The word "Africa" is an evocative one that conjures up different images for different people. For some, it's an ivory-tusked elephant standing before the snow-capped peaks of Mount Kilimanjaro; for others, it's a mirage shimmering on the horizon of the arid Sahara Desert. It's also a powerful word—one that speaks of adventure and exploration, corruption and poverty, freedom and mystery. For 1.2 billion people, the word "Africa" is also synonymous with the word "home"—but where does it come from?
No-one knows for sure, but in this article, we take a look at a few of the most likely theories.
The Roman Theory
Some believe that the word "Africa" came from the Romans, who named the land they discovered on the opposite side of the Mediterranean after a Berber tribe living in the Carthage area (now modern-day Tunisia). Different sources give different versions of the tribe's name, but the most popular is Afri. It is thought that the Romans called the region Afri-terra, meaning "the land of the Afri". Later, this could have become contracted to form the single word "Africa".
Alternatively, some historians suggest that the suffix "-ica" could also have been used to mean "the land of the Afri", in much the same way that Celtica (a region of modern-day France) was named after the Celtae, or Celts that lived there. It is also possible that the name was a Roman misinterpretation of the Berber's own name for the place in which they lived. The Berber word "ifri" means cave, and could refer to the place of the cave-dwellers.
All of these theories are lent weight by the fact that the name "Africa" has been in use since Roman times, although initially it only referred to North Africa.
The Phoenician Theory
Others believe that the name "Africa" was derived from two Phoenician words, "friqi" and "pharika". Thought to translate as corn and fruit, the assumption is that the Phoenicians christened Africa as "the land of corn and fruit". This theory does make some sense - after all, the Phoenicians were an ancient people who inhabited the city-states on the east coast of the Mediterranean (what we now know as Syria, Lebanon, and Israel). They were adept seamen and prolific traders and would have crossed the sea to trade with their ancient Egyptian neighbors.
The fertile Nile Valley was once known as the breadbasket of Africa—a place with more than its fair share of fruit and corn.
The Weather Theory
Several other theories are connected to the continent's climate. Some believe that the word "Africa" is a derivation of the Greek word "aphrikē", which translates as "the land that is free from cold and horror". Alternatively, it could be a variation of the Roman word "aprica", meaning sunny; or the Phoenician word "afar", meaning dust. In reality, Africa's weather cannot be so easily generalized - after all, the continent comprises 54 countries and countless different habitats, ranging from barren deserts to lush jungles.

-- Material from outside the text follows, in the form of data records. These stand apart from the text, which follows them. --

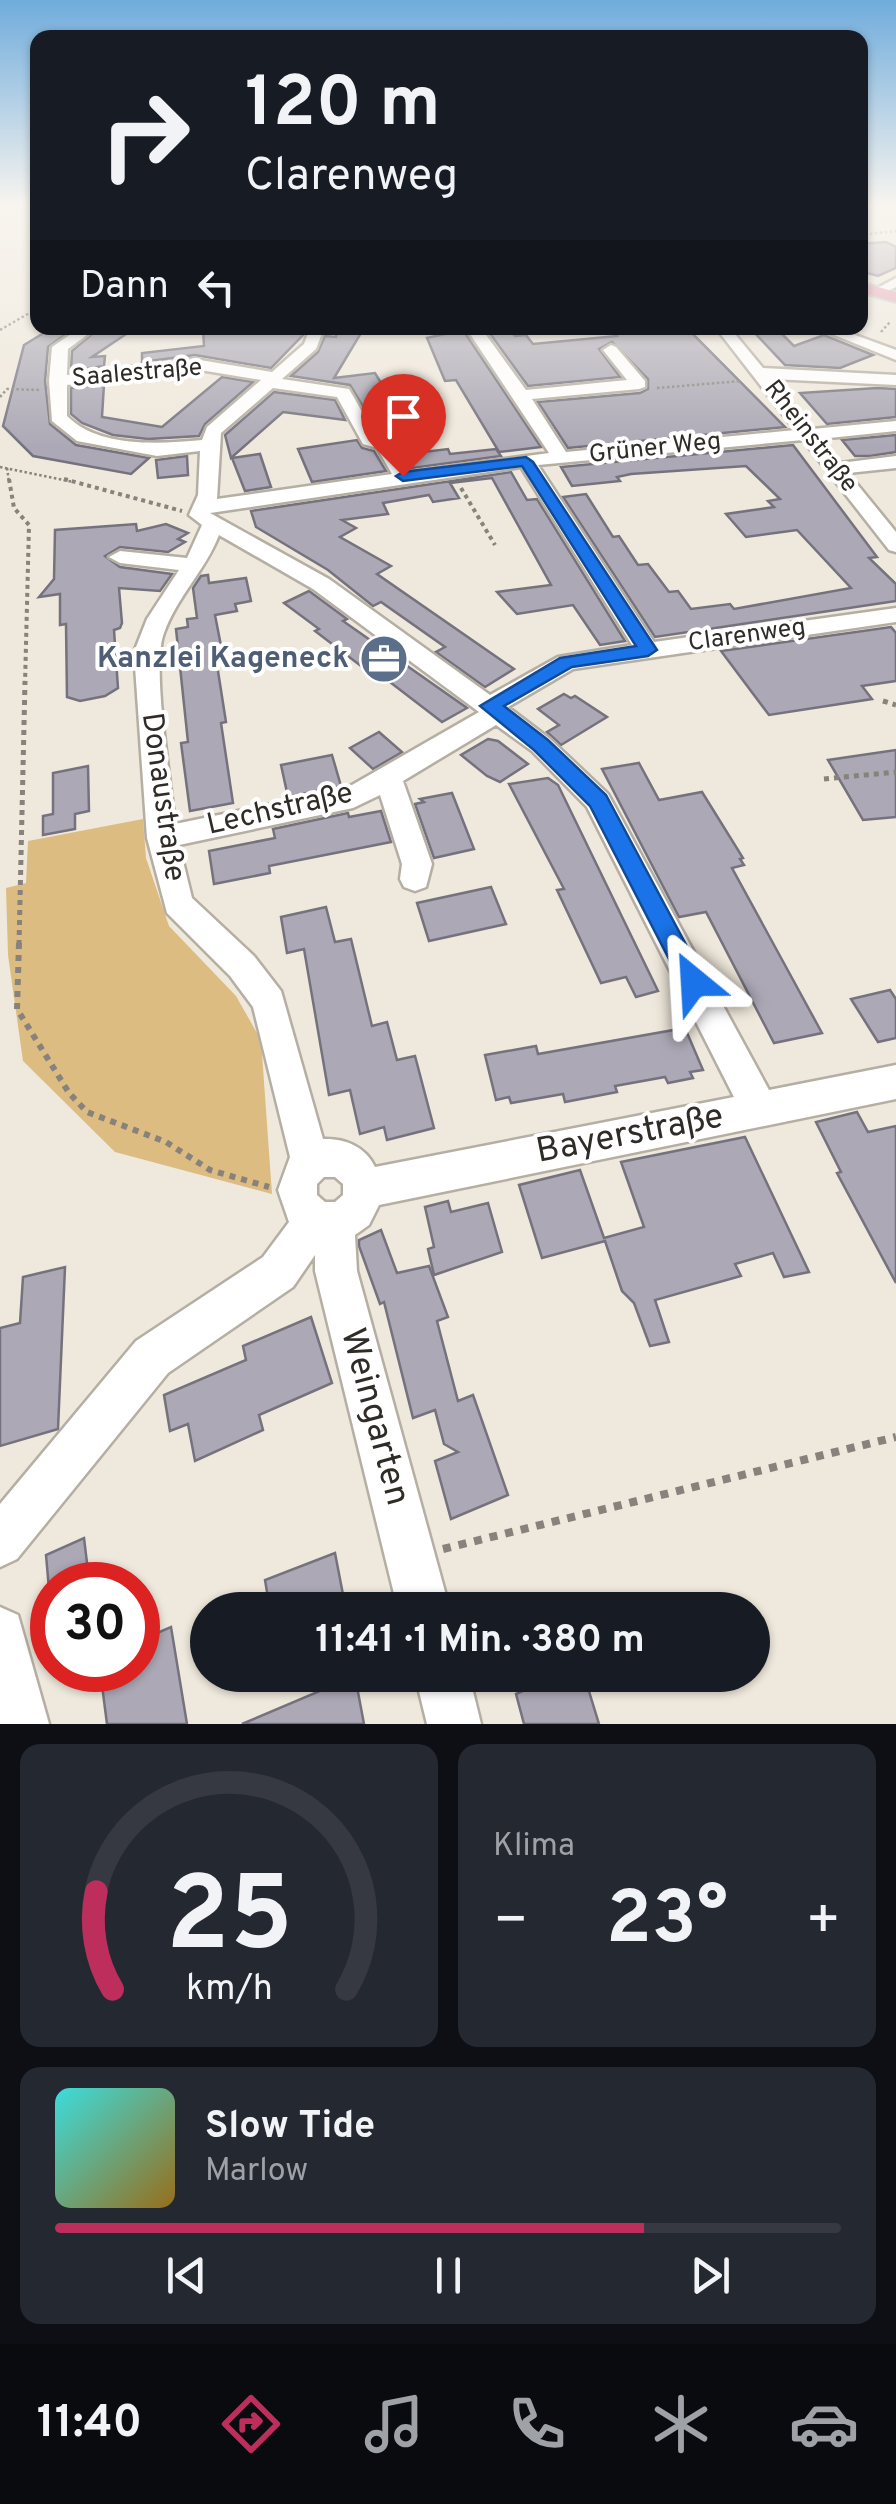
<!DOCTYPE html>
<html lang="de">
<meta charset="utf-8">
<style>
:root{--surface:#171b24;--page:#242831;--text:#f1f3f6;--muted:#9ea1a6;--line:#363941;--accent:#bd2e5c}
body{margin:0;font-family:Overpass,sans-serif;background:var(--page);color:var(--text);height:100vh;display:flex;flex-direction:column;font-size:38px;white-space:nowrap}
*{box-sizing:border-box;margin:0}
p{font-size:32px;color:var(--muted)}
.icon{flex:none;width:55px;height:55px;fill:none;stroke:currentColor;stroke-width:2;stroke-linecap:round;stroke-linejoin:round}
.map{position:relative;height:1724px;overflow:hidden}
.details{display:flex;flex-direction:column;gap:20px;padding:20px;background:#0d0f14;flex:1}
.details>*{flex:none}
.banner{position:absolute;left:30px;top:30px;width:838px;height:305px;border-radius:20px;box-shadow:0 2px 8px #0004;background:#171b24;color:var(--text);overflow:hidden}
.speed{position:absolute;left:30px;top:1562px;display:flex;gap:20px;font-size:50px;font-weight:700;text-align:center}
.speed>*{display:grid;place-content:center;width:130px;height:130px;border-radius:50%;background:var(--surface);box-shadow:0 2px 8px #0004;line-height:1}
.speed .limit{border:15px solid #d22;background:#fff;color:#111}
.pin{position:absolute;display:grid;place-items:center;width:85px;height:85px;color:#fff;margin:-102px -42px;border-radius:50% 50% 50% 0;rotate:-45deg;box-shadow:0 0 10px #0007}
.pin .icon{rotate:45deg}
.me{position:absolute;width:110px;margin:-55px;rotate:333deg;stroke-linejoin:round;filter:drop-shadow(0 0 8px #0008)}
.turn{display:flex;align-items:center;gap:35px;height:210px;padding:0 50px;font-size:45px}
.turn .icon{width:130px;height:130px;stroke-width:2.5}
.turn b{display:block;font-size:70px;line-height:85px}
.then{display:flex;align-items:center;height:95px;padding:0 50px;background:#0003;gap:20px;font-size:38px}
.big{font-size:75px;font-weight:700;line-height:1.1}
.details .tile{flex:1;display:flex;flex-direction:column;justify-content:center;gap:15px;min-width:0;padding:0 35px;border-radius:20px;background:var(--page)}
.details .dial{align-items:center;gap:0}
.dial svg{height:260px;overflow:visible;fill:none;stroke:var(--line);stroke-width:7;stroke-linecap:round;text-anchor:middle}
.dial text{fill:var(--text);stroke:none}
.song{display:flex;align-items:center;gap:30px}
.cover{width:120px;height:120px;border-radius:15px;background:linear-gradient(135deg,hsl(180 70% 55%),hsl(40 70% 35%))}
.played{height:10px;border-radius:5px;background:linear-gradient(90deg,var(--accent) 75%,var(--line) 75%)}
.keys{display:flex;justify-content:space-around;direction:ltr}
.heat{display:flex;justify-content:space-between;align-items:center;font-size:55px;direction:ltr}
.details .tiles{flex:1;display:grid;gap:20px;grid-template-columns:1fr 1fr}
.tile:last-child{grid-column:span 2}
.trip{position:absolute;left:190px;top:1592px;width:580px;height:100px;border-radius:50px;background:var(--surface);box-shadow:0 2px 8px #0004;font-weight:700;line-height:100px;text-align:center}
.tabs{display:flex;height:160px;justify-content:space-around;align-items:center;background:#090b0e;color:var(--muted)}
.tabs .icon{width:70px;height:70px}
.tabs .active{color:var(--accent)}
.tabs b{font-size:45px;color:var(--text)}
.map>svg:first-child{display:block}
.green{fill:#ddbc81}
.building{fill:#aca8b5;stroke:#75727d;stroke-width:2.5}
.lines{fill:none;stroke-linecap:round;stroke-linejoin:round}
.minor-casing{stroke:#b5aea2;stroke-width:5}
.major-casing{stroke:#c9c8c7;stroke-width:4}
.path-far4{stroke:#87827b;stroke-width:2.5;stroke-dasharray:2.5 2.5;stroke-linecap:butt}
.path-far3{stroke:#87827b;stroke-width:4;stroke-dasharray:4 4;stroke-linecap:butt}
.path-far2{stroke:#87827b;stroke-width:5;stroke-dasharray:5 5;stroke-linecap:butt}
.path-far1{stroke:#87827b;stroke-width:6;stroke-dasharray:6 6;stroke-linecap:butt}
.path{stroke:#87827b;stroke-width:8;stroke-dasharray:8 8;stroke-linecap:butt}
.minor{fill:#fff;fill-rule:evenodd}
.major{fill:#e59bb0;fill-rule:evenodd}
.route{fill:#1a73e8;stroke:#114b97;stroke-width:2.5}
.labels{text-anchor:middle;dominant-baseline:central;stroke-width:8;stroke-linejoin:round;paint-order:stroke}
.far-street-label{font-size:25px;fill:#2f2c28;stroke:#fff}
.service-label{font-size:30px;font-weight:bold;fill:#4e5e75;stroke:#fff;text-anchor:end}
.street-label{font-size:30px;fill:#2f2c28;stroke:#fff}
.near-street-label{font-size:35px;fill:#2f2c28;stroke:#fff}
</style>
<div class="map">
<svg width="896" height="1724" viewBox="0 0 896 1724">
<rect width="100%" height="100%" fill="#efe8dc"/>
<path class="green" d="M143 819 146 858 169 926 236 996 261 1040 272 1194 115 1152 23 1061 8 955 6 888 26 883 28 841Z"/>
<g class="building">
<path d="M886 242 896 247V268L878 276 860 271V244Z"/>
<path d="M52 328H74L48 347 45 381 50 424 76 445 149 458 131 474 33 456 3 426 24 345Z"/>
<path d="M99 328H135L92 357 105 356 104 366 71 371 72 351Z"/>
<path d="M203 328H299L303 335 271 368 195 355 142 362V353L204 346Z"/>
<path d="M336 328H364L334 378 375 373 409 428 373 423 350 385 291 376 318 352 325 336 336 337Z"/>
<path d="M486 328H508L515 336 526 335 533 344 617 336 612 330 687 328 785 427 568 448 538 402 640 393 648 389V379L612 342 599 349 620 377 528 386Z"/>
<path d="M750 328H776L794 346 824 335 873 355 840 368 785 365Z"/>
<path d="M463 330 541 447 499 452 456 380 445 381 427 338Z"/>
<path d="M222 377 253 382 205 424 199 436 148 439 113 435 82 423 71 414V388L104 384 102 417 162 427Z"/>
<path d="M877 388 896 389V417L827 424 800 393Z"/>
<path d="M274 392 335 400 345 420 283 412 231 458 225 435Z"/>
<path d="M412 433 424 452 448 449 450 454 496 449 501 456 412 468 389 436Z"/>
<path d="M896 435V452L870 456H855L842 440Z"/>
<path d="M357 440 362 448 374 451 386 471 312 482 298 449Z"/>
<path d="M793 445 877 557 869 558 896 584V601L655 637 563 497 586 494 613 537 619 536 638 565 648 564 669 592 678 591 691 609 730 604 734 609 851 588 797 530 746 537 726 514 774 507 768 501 780 499 746 466 631 474 617 477 620 481 572 486 561 467Z"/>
<path d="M260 454 271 487 245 491 232 458Z"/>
<path d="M187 456 188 475 158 478 156 460Z"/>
<path d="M511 472 527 500 537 499 625 641 600 645 573 605 517 614 497 592 551 585 492 478 450 483 459 498 433 502 429 495 383 503 388 514 342 520 356 528 340 537 391 566 377 574 514 669 485 687 436 652 445 647 381 602 373 606 328 570 256 527 251 511Z"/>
<path d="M136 524 137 531 166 524 188 533 178 539 185 542 168 552 120 547 105 556 120 567 172 574 160 591 119 588 122 623 120 628 114 630 118 688 105 696 80 701 67 697 66 624 60 625V594L39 597 54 579 55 530Z"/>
<path d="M208 575 209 583 246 578 251 601 235 604 237 611 215 615 222 651 215 652 226 722 221 723 233 803 190 811 181 743 188 742 176 629 188 627 187 619 197 618 193 588 201 576Z"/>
<path d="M309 591 347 619 343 621 467 708 442 722 386 679 382 682 315 631 319 629 284 603Z"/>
<path d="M891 627 896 633V681L862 686 872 699 769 715 721 651Z"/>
<path d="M564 694 571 698 575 696 607 717 561 745 547 732 559 725 538 709Z"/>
<path d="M379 732 402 752 373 769 350 748Z"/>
<path d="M488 739 498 741 528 764 500 782 487 776 461 755Z"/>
<path d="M896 750V817L863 820 828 760Z"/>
<path d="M332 755 341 786 288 797 281 765Z"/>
<path d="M639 763 659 800 702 792 743 858 740 859 744 865 732 868 822 1033 774 1043 706 912 679 917 602 769Z"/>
<path d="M88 766 89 811 75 814V829L43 835V816L53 814V773Z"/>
<path d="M548 778 558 785 658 991 636 997 626 977 601 983 557 890 564 889 509 784Z"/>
<path d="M452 793 474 849 434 858 415 804 424 802 420 799Z"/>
<path d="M381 811 391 842 269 866 270 873 214 884 209 851 275 838 273 829 348 813 349 817Z"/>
<path d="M491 887 506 924 429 941 417 903Z"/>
<path d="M326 907 335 942 351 939 372 1026 387 1022 397 1060 415 1056 434 1128 387 1140 384 1127 360 1134 350 1090 329 1095 304 949 287 953 281 917Z"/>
<path d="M890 990 896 999V1038L878 1042 851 999Z"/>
<path d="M685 1028 703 1070 690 1072 693 1078 668 1083 665 1077 615 1086 617 1092 565 1102 563 1094 511 1103 509 1097 496 1100 485 1055 536 1046 538 1054Z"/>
<path d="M857 1112 868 1132 896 1126V1283L837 1173 841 1172 816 1122Z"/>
<path d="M745 1137 809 1272 784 1277 773 1253 735 1264 741 1276 655 1300 669 1342 650 1346 634 1303 622 1291 605 1241 542 1258 519 1185 580 1170 604 1238 644 1227 621 1162Z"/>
<path d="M448 1201 451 1212 488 1203 502 1252 434 1275 428 1249 434 1247 425 1207Z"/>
<path d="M381 1230 397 1273 429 1266 448 1317 437 1321 458 1401 473 1395 508 1495 451 1519 435 1461 458 1452 444 1444 435 1410 413 1418 384 1302 380 1304 359 1246V1240Z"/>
<path d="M65 1267 58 1429 0 1446V1328L20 1323 23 1277Z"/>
<path d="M311 1317 332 1383 259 1415 263 1430 195 1461 188 1424 170 1431 164 1395 246 1360 243 1346Z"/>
<path d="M84 1538 88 1571 49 1589 46 1555Z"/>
<path d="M335 1553 346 1610H270L265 1580Z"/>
<path d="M149 1594 155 1634 171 1627 187 1724H107L100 1670H138V1595Z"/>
<path d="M558 1675H584L599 1724H524L516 1694Z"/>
<path d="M355 1676 364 1724H242Z"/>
</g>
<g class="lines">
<g class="minor-casing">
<g id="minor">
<path d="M896 278V287L877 296 870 292Z"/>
<path d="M80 328H96L68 349 67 375 194 359 272 372 304 344 310 328H324L316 349 282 379 349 389 376 436 390 440 410 472 549 453 466 328H481L526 390 627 380 603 350 611 345 616 347 645 381V387L639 389 532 399 566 452 795 430 716 328H730L763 368 896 375V385L772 379 812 429 896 421V431L820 439 840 463 896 456V468L848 473 896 532V552L889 550 803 440 538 465 654 642 896 608V622L573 669 508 707 550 739 608 794 769 1090 896 1065V1099L379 1205 369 1225 355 1235 357 1271 450 1610H398L315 1271V1255L293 1287 168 1373 17 1559 0 1567V1504L136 1341 263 1257 289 1222 278 1190 290 1157 253 1007 230 976 167 913 147 838 134 652 147 619 179 570 120 563 109 557 120 551 187 558 202 525 189 515 198 495 200 451 157 456 77 441 52 421 49 381 52 347ZM194 369 261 380 207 427 202 440C158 444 99 448 67 416V385ZM273 388 337 397 363 444 377 448 392 474 217 499 221 433ZM521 467 632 645 558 657 490 695 329 579 210 513ZM219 535 313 589 479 712 345 789 175 824C171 783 151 666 164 633 178 595 205 571 219 535ZM496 725 532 751 587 807 734 1097 375 1167C366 1147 345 1138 323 1139L281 991 254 956 192 898 179 845 353 808 380 795 402 864 400 879 404 887 415 891 426 887 432 864 403 781ZM324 1177H335L343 1184V1195L335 1202H325L317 1195V1184Z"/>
<path d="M817 328H836L896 350V360Z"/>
<path d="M0 1607 18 1615 49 1724H0Z"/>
<path d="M415 1675H469L481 1724H427Z"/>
</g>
</g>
<g class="major-casing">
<path id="major" d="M860 282 896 292V302L860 292Z"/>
</g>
<g class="path-far4">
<path d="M860 235 896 231"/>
<path d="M0 330 38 308"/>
<path d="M881 332 890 322"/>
<path d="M657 388 741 381"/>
<path d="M0 397 7 389 41 390"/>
<path d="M0 467 73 482"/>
<path d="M7 468 9 482"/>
</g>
<g class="path-far3">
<path d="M9 479 14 508 29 525 25 684"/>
<path d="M64 479 182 511"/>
<path d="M461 488 495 545"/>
</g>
<g class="path-far2">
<path d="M883 701 896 705"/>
<path d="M824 779 896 772"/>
<path d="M19 945 25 681"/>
</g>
<path class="path-far1" d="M19 943 17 1009 69 1093 87 1112 166 1142 210 1170 269 1187"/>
<path class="path" d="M443 1549 896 1437"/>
<use href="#minor" class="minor"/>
<use href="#major" class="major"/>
</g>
<linearGradient id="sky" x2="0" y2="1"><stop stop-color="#70acdc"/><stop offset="0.46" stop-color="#f8f5ef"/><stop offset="1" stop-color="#f8f5ef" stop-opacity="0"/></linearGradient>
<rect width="896" height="447" fill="url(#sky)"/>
<path class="route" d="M526 457 533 462 657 650 648 656 572 667 504 706 548 740 606 795 706 982 702 990 694 993 685 990 590 806 534 750 480 706 560 658 636 646 522 466 403 481 396 476 403 472Z"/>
<defs>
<g id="office-disc" transform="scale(2.5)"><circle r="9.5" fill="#5c6f8a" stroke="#fff"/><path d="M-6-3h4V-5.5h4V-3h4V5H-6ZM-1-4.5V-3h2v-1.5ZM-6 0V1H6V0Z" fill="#fff"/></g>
</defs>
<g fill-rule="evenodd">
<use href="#office-disc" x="384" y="659"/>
</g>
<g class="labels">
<g class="far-street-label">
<text transform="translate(137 374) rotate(-5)">Saalestraße</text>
<text transform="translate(810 437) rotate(52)">Rheinstraße</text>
<text transform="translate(655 449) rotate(-6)">Grüner Weg</text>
<text transform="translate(747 636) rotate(-8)">Clarenweg</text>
</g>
<g class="service-label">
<text x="349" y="659">Kanzlei Kageneck</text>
</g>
<g class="street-label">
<text transform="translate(162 797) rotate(82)">Donaustraße</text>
<text transform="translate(280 810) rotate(-13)">Lechstraße</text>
</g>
<g class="near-street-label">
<text transform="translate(630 1135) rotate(-11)">Bayerstraße</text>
<text transform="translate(374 1417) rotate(75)">Weingarten</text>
</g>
</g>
</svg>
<div class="speed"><div class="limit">30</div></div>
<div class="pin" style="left:403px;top:476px;background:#d93025"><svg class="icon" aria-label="arrive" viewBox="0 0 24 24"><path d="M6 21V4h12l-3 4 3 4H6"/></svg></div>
<svg class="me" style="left:694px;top:982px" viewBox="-20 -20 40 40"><path d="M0-17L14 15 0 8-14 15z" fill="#1a73e8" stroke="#fff" stroke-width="4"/></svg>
<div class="trip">11:41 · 1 Min. · 380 m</div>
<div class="banner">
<div class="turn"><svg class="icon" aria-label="right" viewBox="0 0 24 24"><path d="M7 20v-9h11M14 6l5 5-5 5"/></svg><div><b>120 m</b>Clarenweg</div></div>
<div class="then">Dann<svg class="icon" aria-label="left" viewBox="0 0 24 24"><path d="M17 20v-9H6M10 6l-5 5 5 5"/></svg></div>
</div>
</div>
<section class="details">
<div class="tiles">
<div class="tile dial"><svg viewBox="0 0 100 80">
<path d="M14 69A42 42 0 1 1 86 69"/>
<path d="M14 69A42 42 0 0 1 9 39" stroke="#bd2e5c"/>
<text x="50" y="56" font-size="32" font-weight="700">25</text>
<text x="50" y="72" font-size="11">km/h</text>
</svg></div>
<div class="tile"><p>Klima</p>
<div class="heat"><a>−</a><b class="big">23°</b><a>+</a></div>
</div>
<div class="tile">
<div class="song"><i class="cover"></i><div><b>Slow Tide</b><p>Marlow</p></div></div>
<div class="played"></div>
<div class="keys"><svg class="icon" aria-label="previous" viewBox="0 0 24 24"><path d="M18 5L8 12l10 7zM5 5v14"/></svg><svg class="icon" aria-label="pause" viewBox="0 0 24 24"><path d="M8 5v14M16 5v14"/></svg><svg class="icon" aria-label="next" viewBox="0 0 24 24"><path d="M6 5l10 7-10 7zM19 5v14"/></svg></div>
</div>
</div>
</section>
<nav class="tabs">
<b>11:40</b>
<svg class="icon active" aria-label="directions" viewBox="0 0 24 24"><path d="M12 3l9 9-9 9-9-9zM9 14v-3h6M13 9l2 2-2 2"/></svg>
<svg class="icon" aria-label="music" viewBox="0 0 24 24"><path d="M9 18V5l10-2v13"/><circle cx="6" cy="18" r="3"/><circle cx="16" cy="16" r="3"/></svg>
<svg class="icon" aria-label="phone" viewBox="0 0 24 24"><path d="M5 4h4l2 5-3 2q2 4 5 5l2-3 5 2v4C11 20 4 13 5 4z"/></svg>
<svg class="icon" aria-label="climate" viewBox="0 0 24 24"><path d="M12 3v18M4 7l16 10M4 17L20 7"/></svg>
<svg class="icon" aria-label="car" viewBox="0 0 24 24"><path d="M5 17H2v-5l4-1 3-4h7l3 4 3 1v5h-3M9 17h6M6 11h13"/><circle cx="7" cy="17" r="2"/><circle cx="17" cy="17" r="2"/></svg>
</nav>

However, ancient visitors from the Mediterranean remained in North Africa, where the weather is consistently warm, sunny and dusty.
The Africus Theory
Another theory claims that the continent was named after Africus, a Yemenite chieftain who invaded North Africa sometime in the second millennium BC. It is said that Africus founded a settlement in his newly conquered land, which he named "Afrikyah". Perhaps his desire for immortality was so great that he ordered the entire landmass named after himself as well. However, the events on which this theory is based took place so long ago that the truth of it is now difficult to prove.
The Geographical Theory
This theory suggests that the continent's name came from even further afield, brought by traders from modern-day India. In Sanskrit and Hindi, the root word "Apara", or Africa, literally translates as a place that "comes after". In a geographical context, this can also be interpreted as a place to the west. The Horn of Africa would have been the first landmass encountered by explorers crossing westwards over the Indian Ocean from the south of India.